Dataset Start Marker
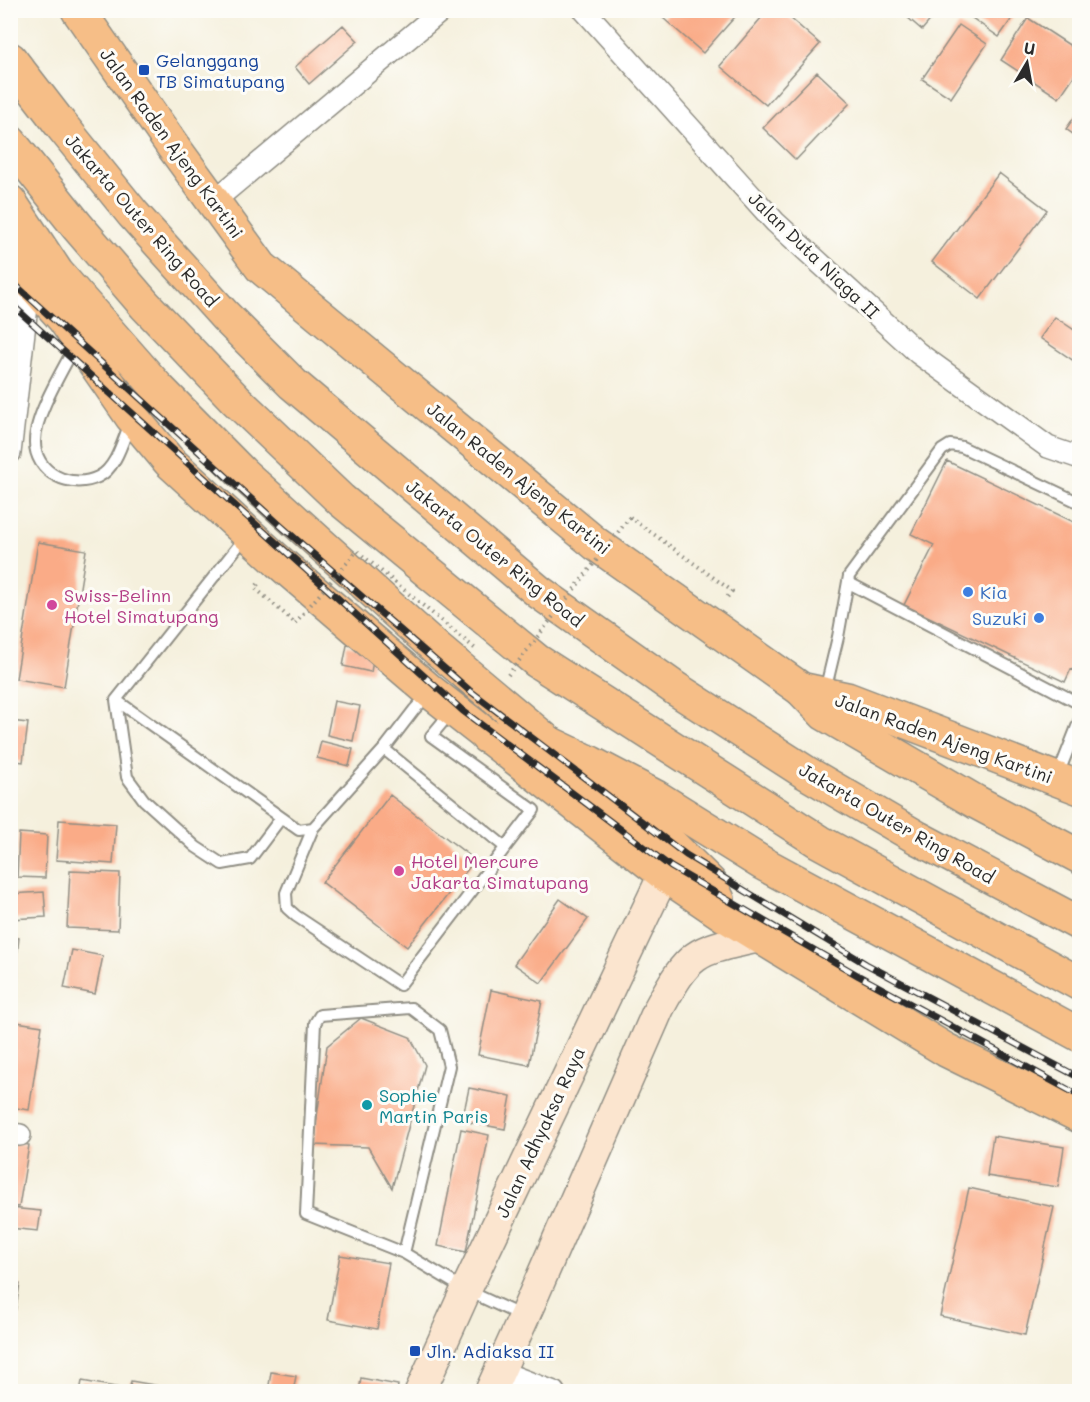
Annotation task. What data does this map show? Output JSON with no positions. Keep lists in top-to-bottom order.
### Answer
{
  "streets": {
    "highway": ["Jalan Raden Ajeng Kartini", "Jakarta Outer Ring Road"],
    "main road": ["Jalan Adhyaksa Raya"],
    "street": ["Jalan Duta Niaga II"]
  },
  "places": {
    "transit": ["Gelanggang TB Simatupang", "Jln. Adiaksa II"],
    "other": [
      "Kia",
      "Swiss-Belinn Hotel Simatupang",
      "Suzuki",
      "Hotel Mercure Jakarta Simatupang",
      "Sophie Martin Paris"
    ]
  },
  "north": "top"
}
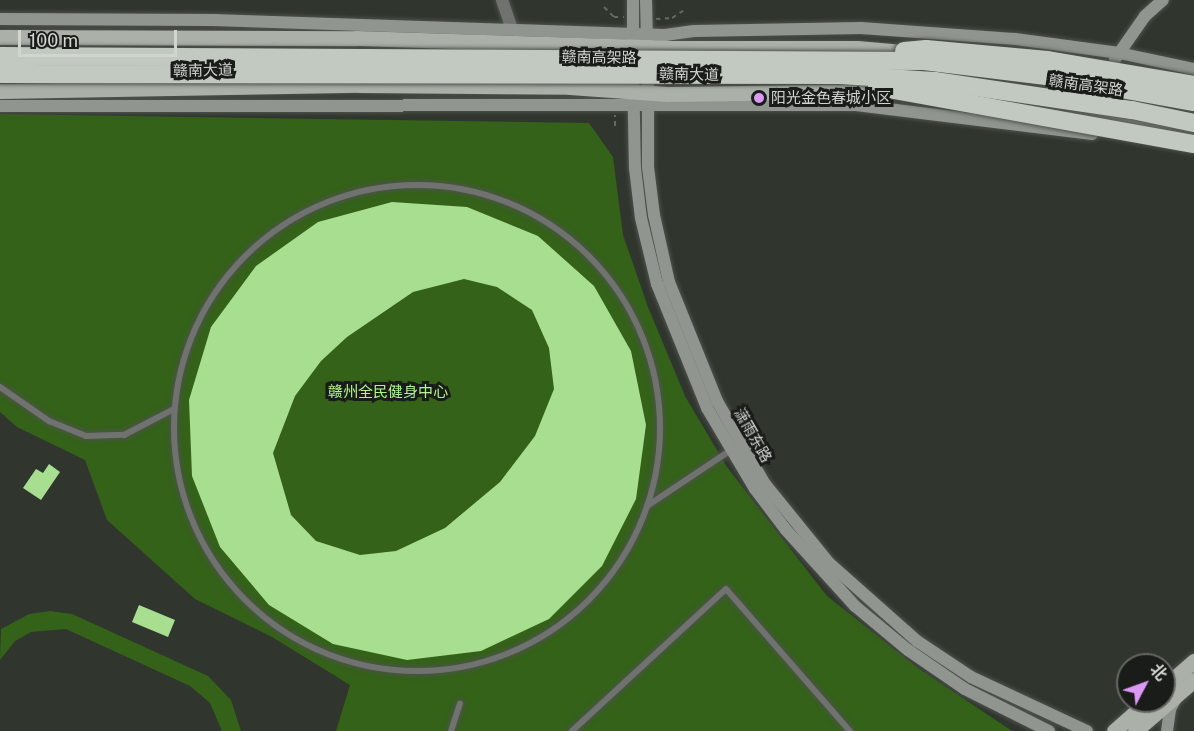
Dataset End Marker
*What the task asks*
The material above should be printed again exactly, with each picture left out.

*Output for this task*
Annotation task. What data does this map show? Output JSON with no positions. Keep lists in top-to-bottom order.
### Answer
{
  "streets": {
    "highway": ["Jalan Raden Ajeng Kartini", "Jakarta Outer Ring Road"],
    "main road": ["Jalan Adhyaksa Raya"],
    "street": ["Jalan Duta Niaga II"]
  },
  "places": {
    "transit": ["Gelanggang TB Simatupang", "Jln. Adiaksa II"],
    "other": [
      "Kia",
      "Swiss-Belinn Hotel Simatupang",
      "Suzuki",
      "Hotel Mercure Jakarta Simatupang",
      "Sophie Martin Paris"
    ]
  },
  "north": "top"
}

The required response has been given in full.